WHAT IS EXPECTED: All of the entries are to be repeated exactly, with no pictures included.

*** Opening of MATERIAL SUPPLIED ***

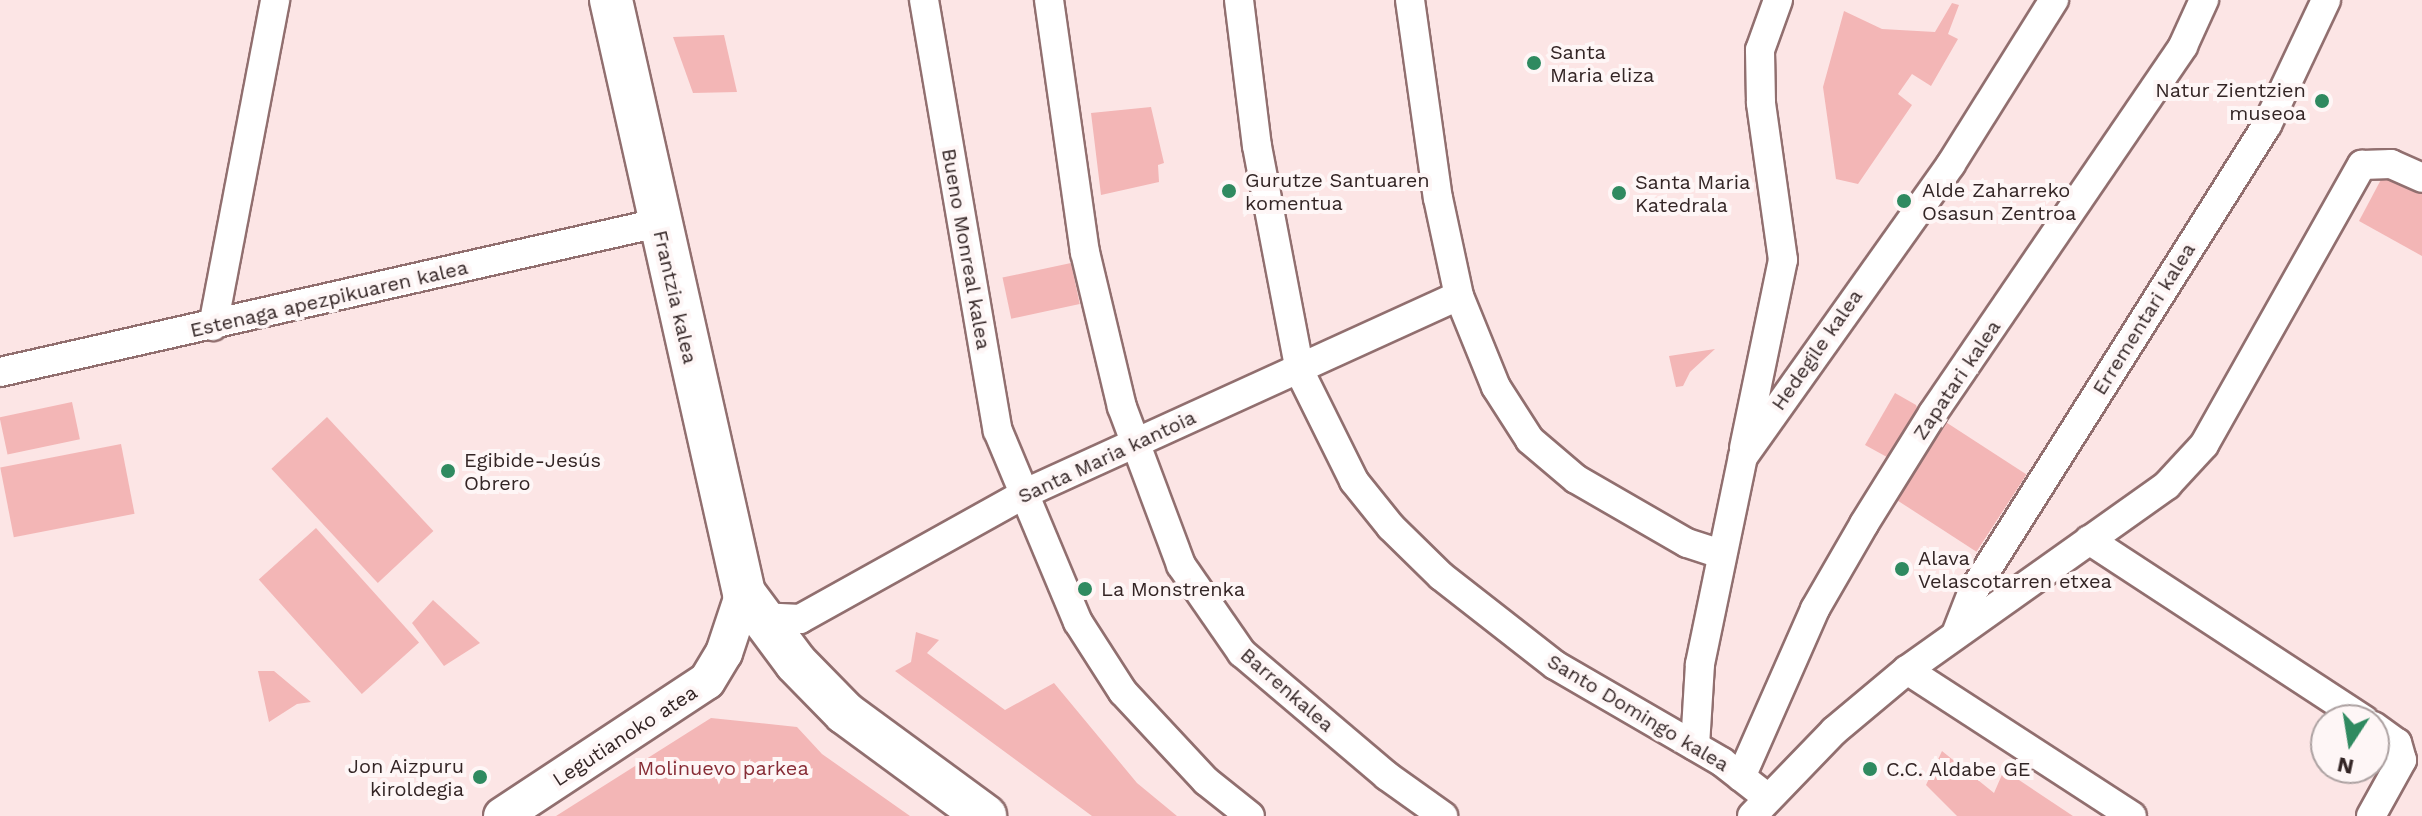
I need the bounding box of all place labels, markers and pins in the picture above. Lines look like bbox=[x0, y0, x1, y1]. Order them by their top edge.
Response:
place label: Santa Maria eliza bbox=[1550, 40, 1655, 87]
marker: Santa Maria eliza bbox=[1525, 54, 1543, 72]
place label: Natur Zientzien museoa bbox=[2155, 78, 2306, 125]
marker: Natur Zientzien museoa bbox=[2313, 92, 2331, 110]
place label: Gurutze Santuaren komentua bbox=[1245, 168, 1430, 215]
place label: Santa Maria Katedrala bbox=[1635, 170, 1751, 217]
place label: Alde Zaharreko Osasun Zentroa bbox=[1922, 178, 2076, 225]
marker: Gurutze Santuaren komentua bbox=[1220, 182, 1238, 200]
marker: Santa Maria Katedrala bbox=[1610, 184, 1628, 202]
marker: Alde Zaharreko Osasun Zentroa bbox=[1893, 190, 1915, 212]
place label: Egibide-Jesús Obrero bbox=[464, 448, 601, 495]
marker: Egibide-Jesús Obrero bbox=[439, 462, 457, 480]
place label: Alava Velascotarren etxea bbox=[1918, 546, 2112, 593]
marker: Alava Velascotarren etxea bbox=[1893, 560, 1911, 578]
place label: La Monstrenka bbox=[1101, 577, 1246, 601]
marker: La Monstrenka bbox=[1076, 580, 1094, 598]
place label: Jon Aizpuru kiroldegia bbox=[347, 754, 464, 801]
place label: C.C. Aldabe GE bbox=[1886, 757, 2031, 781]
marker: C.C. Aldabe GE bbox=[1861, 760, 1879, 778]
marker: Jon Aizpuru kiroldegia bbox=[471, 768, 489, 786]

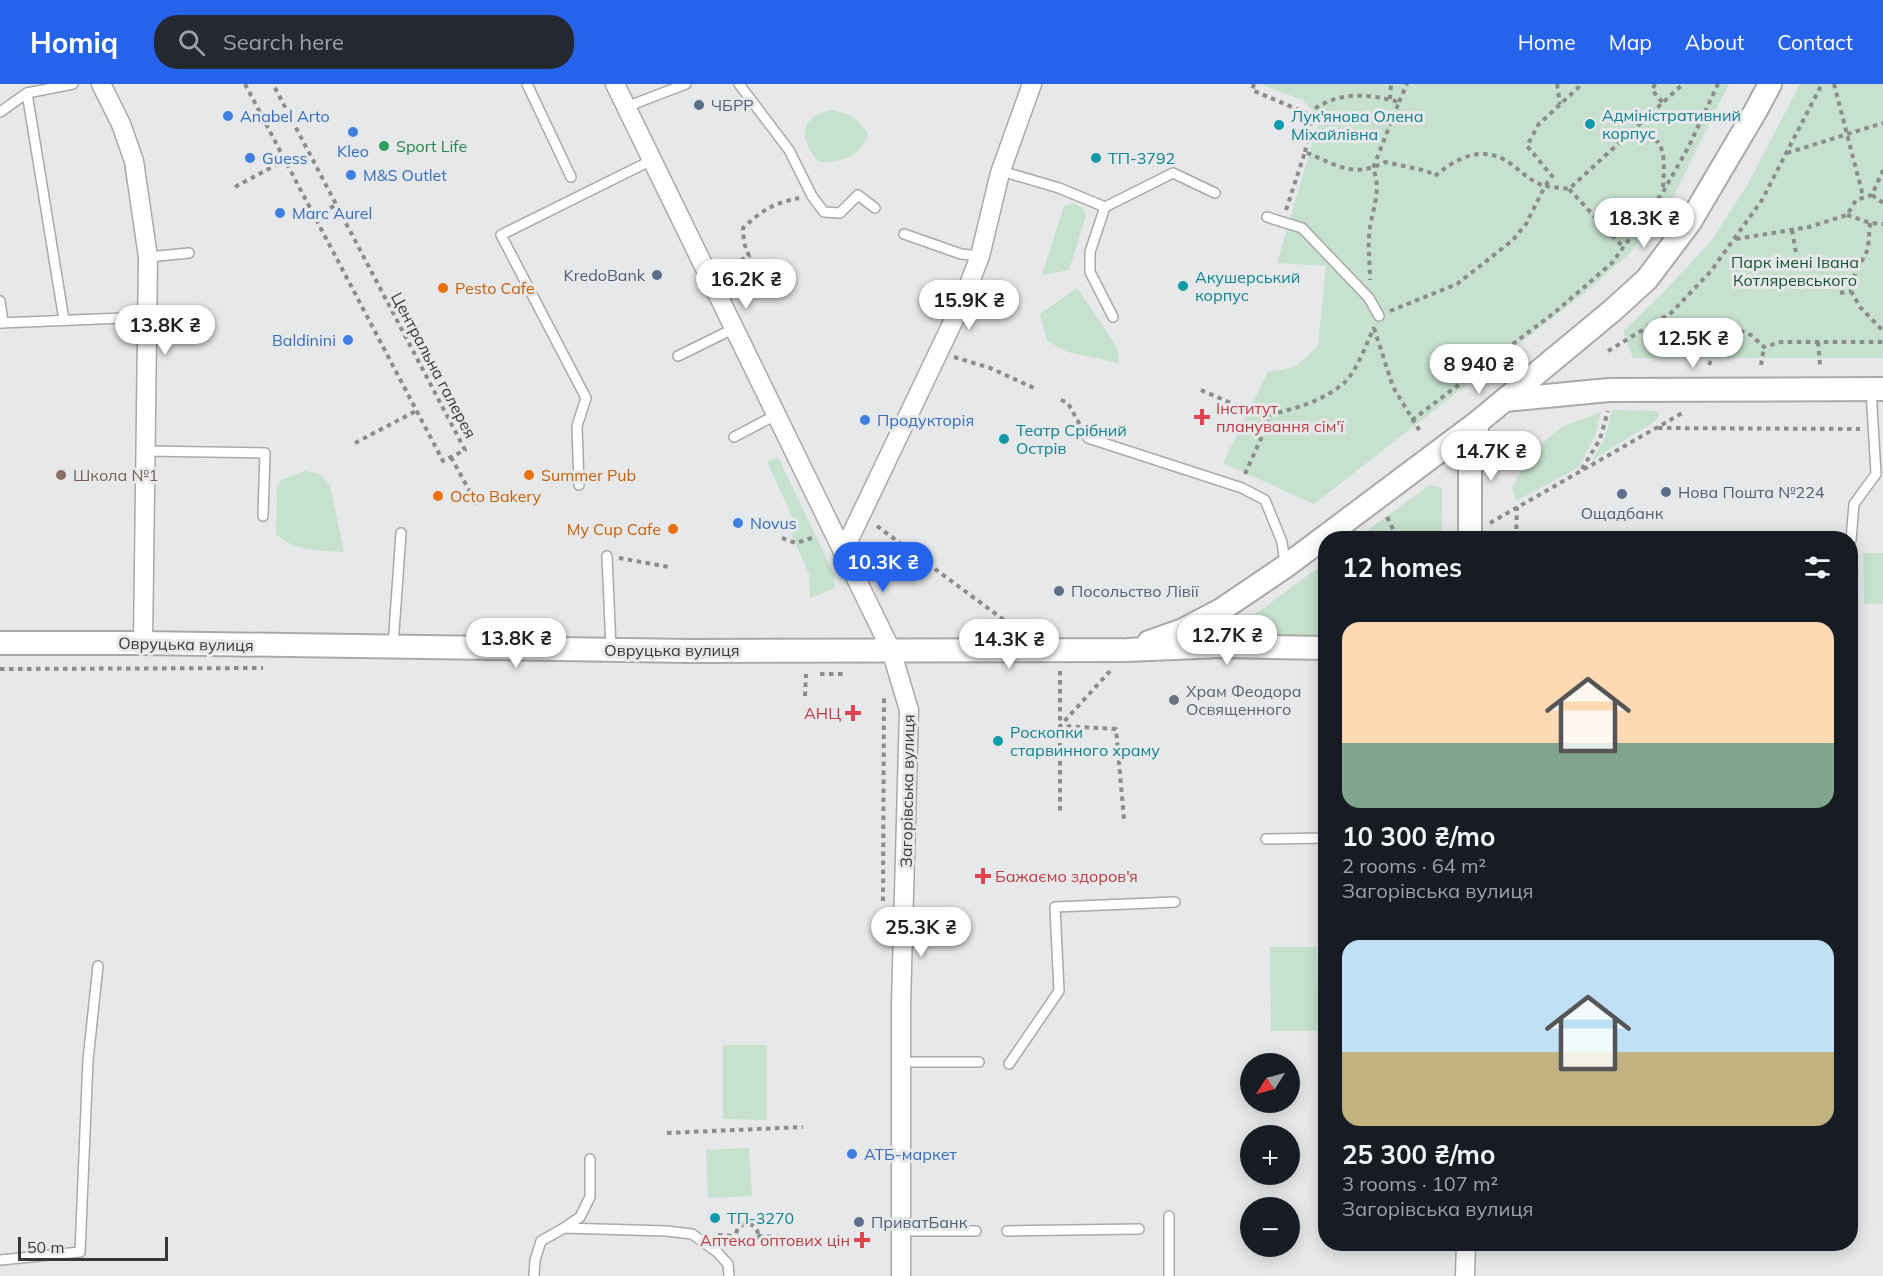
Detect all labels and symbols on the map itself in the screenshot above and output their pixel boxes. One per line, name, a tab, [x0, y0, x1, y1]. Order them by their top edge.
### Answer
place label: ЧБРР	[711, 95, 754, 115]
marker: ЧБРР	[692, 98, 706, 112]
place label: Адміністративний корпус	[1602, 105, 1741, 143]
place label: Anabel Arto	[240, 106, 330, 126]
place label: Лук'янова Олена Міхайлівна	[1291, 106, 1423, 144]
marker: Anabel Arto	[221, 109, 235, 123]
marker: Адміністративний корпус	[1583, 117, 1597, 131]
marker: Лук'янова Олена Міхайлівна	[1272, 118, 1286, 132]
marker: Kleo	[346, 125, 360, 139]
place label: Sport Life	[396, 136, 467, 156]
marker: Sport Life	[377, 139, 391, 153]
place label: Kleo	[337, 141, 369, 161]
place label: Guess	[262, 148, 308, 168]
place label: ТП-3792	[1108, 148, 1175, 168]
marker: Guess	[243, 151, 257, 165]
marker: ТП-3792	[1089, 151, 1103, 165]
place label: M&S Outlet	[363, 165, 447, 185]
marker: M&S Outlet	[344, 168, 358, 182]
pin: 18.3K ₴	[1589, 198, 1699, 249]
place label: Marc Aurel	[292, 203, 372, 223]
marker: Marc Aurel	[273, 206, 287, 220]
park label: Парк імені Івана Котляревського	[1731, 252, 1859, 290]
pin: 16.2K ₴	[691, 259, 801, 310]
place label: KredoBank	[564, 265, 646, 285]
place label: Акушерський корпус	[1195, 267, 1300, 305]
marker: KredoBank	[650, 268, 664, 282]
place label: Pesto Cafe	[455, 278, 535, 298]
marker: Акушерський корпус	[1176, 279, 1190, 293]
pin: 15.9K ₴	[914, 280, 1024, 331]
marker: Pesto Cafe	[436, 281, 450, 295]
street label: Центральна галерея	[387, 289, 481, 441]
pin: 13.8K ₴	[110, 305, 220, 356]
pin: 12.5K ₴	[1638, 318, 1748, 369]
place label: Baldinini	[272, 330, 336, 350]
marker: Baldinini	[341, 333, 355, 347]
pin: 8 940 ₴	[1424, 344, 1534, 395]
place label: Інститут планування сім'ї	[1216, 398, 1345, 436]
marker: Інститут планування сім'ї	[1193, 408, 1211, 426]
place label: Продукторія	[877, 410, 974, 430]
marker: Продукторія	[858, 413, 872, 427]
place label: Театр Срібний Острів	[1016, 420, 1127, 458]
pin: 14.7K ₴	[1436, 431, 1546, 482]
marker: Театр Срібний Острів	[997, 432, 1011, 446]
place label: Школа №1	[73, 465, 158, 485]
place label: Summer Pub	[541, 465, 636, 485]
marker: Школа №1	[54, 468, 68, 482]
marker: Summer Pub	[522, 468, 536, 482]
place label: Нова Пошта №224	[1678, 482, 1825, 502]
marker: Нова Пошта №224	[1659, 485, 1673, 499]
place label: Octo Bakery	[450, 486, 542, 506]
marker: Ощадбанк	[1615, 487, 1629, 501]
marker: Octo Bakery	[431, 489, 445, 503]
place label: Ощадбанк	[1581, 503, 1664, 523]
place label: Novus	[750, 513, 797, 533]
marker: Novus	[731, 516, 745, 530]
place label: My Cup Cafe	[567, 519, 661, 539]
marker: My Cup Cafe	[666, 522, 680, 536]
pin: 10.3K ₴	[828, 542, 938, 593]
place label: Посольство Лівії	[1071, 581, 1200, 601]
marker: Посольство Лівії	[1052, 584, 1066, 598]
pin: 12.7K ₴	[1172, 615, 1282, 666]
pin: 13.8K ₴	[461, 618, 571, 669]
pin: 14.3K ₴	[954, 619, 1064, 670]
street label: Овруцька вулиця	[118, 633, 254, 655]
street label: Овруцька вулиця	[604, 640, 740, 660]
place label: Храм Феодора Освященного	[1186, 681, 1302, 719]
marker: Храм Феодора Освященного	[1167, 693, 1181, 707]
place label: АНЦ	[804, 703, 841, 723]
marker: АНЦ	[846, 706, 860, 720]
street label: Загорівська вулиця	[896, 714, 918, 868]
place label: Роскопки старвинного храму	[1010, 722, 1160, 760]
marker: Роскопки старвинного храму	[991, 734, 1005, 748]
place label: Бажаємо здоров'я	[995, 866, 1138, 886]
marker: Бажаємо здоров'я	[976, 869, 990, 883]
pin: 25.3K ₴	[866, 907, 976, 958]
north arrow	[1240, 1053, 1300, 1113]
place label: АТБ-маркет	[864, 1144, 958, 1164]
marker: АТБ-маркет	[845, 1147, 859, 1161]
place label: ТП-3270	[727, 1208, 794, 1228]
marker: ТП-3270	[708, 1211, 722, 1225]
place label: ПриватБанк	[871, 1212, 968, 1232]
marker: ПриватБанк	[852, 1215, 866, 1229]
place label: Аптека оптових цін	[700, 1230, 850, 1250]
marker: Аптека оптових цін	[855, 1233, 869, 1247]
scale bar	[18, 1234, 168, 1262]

*** Close of MATERIAL SUPPLIED ***

RESPONSE:
I need the bounding box of all place labels, markers and pins in the picture above. Lines look like bbox=[x0, y0, x1, y1]. Order them by their top edge.
Response:
place label: Santa Maria eliza bbox=[1550, 40, 1655, 87]
marker: Santa Maria eliza bbox=[1525, 54, 1543, 72]
place label: Natur Zientzien museoa bbox=[2155, 78, 2306, 125]
marker: Natur Zientzien museoa bbox=[2313, 92, 2331, 110]
place label: Gurutze Santuaren komentua bbox=[1245, 168, 1430, 215]
place label: Santa Maria Katedrala bbox=[1635, 170, 1751, 217]
place label: Alde Zaharreko Osasun Zentroa bbox=[1922, 178, 2076, 225]
marker: Gurutze Santuaren komentua bbox=[1220, 182, 1238, 200]
marker: Santa Maria Katedrala bbox=[1610, 184, 1628, 202]
marker: Alde Zaharreko Osasun Zentroa bbox=[1893, 190, 1915, 212]
place label: Egibide-Jesús Obrero bbox=[464, 448, 601, 495]
marker: Egibide-Jesús Obrero bbox=[439, 462, 457, 480]
place label: Alava Velascotarren etxea bbox=[1918, 546, 2112, 593]
marker: Alava Velascotarren etxea bbox=[1893, 560, 1911, 578]
place label: La Monstrenka bbox=[1101, 577, 1246, 601]
marker: La Monstrenka bbox=[1076, 580, 1094, 598]
place label: Jon Aizpuru kiroldegia bbox=[347, 754, 464, 801]
place label: C.C. Aldabe GE bbox=[1886, 757, 2031, 781]
marker: C.C. Aldabe GE bbox=[1861, 760, 1879, 778]
marker: Jon Aizpuru kiroldegia bbox=[471, 768, 489, 786]

Detect all labels and symbols on the map itself in the screenshot above and output their pixel boxes. One per line, name, a tab, [x0, y0, x1, y1]. Order them by their top edge.
### Answer
place label: ЧБРР	[711, 95, 754, 115]
marker: ЧБРР	[692, 98, 706, 112]
place label: Адміністративний корпус	[1602, 105, 1741, 143]
place label: Anabel Arto	[240, 106, 330, 126]
place label: Лук'янова Олена Міхайлівна	[1291, 106, 1423, 144]
marker: Anabel Arto	[221, 109, 235, 123]
marker: Адміністративний корпус	[1583, 117, 1597, 131]
marker: Лук'янова Олена Міхайлівна	[1272, 118, 1286, 132]
marker: Kleo	[346, 125, 360, 139]
place label: Sport Life	[396, 136, 467, 156]
marker: Sport Life	[377, 139, 391, 153]
place label: Kleo	[337, 141, 369, 161]
place label: Guess	[262, 148, 308, 168]
place label: ТП-3792	[1108, 148, 1175, 168]
marker: Guess	[243, 151, 257, 165]
marker: ТП-3792	[1089, 151, 1103, 165]
place label: M&S Outlet	[363, 165, 447, 185]
marker: M&S Outlet	[344, 168, 358, 182]
pin: 18.3K ₴	[1589, 198, 1699, 249]
place label: Marc Aurel	[292, 203, 372, 223]
marker: Marc Aurel	[273, 206, 287, 220]
park label: Парк імені Івана Котляревського	[1731, 252, 1859, 290]
pin: 16.2K ₴	[691, 259, 801, 310]
place label: KredoBank	[564, 265, 646, 285]
place label: Акушерський корпус	[1195, 267, 1300, 305]
marker: KredoBank	[650, 268, 664, 282]
place label: Pesto Cafe	[455, 278, 535, 298]
marker: Акушерський корпус	[1176, 279, 1190, 293]
pin: 15.9K ₴	[914, 280, 1024, 331]
marker: Pesto Cafe	[436, 281, 450, 295]
street label: Центральна галерея	[387, 289, 481, 441]
pin: 13.8K ₴	[110, 305, 220, 356]
pin: 12.5K ₴	[1638, 318, 1748, 369]
place label: Baldinini	[272, 330, 336, 350]
marker: Baldinini	[341, 333, 355, 347]
pin: 8 940 ₴	[1424, 344, 1534, 395]
place label: Інститут планування сім'ї	[1216, 398, 1345, 436]
marker: Інститут планування сім'ї	[1193, 408, 1211, 426]
place label: Продукторія	[877, 410, 974, 430]
marker: Продукторія	[858, 413, 872, 427]
place label: Театр Срібний Острів	[1016, 420, 1127, 458]
pin: 14.7K ₴	[1436, 431, 1546, 482]
marker: Театр Срібний Острів	[997, 432, 1011, 446]
place label: Школа №1	[73, 465, 158, 485]
place label: Summer Pub	[541, 465, 636, 485]
marker: Школа №1	[54, 468, 68, 482]
marker: Summer Pub	[522, 468, 536, 482]
place label: Нова Пошта №224	[1678, 482, 1825, 502]
marker: Нова Пошта №224	[1659, 485, 1673, 499]
place label: Octo Bakery	[450, 486, 542, 506]
marker: Ощадбанк	[1615, 487, 1629, 501]
marker: Octo Bakery	[431, 489, 445, 503]
place label: Ощадбанк	[1581, 503, 1664, 523]
place label: Novus	[750, 513, 797, 533]
marker: Novus	[731, 516, 745, 530]
place label: My Cup Cafe	[567, 519, 661, 539]
marker: My Cup Cafe	[666, 522, 680, 536]
pin: 10.3K ₴	[828, 542, 938, 593]
place label: Посольство Лівії	[1071, 581, 1200, 601]
marker: Посольство Лівії	[1052, 584, 1066, 598]
pin: 12.7K ₴	[1172, 615, 1282, 666]
pin: 13.8K ₴	[461, 618, 571, 669]
pin: 14.3K ₴	[954, 619, 1064, 670]
street label: Овруцька вулиця	[118, 633, 254, 655]
street label: Овруцька вулиця	[604, 640, 740, 660]
place label: Храм Феодора Освященного	[1186, 681, 1302, 719]
marker: Храм Феодора Освященного	[1167, 693, 1181, 707]
place label: АНЦ	[804, 703, 841, 723]
marker: АНЦ	[846, 706, 860, 720]
street label: Загорівська вулиця	[896, 714, 918, 868]
place label: Роскопки старвинного храму	[1010, 722, 1160, 760]
marker: Роскопки старвинного храму	[991, 734, 1005, 748]
place label: Бажаємо здоров'я	[995, 866, 1138, 886]
marker: Бажаємо здоров'я	[976, 869, 990, 883]
pin: 25.3K ₴	[866, 907, 976, 958]
north arrow	[1240, 1053, 1300, 1113]
place label: АТБ-маркет	[864, 1144, 958, 1164]
marker: АТБ-маркет	[845, 1147, 859, 1161]
place label: ТП-3270	[727, 1208, 794, 1228]
marker: ТП-3270	[708, 1211, 722, 1225]
place label: ПриватБанк	[871, 1212, 968, 1232]
marker: ПриватБанк	[852, 1215, 866, 1229]
place label: Аптека оптових цін	[700, 1230, 850, 1250]
marker: Аптека оптових цін	[855, 1233, 869, 1247]
scale bar	[18, 1234, 168, 1262]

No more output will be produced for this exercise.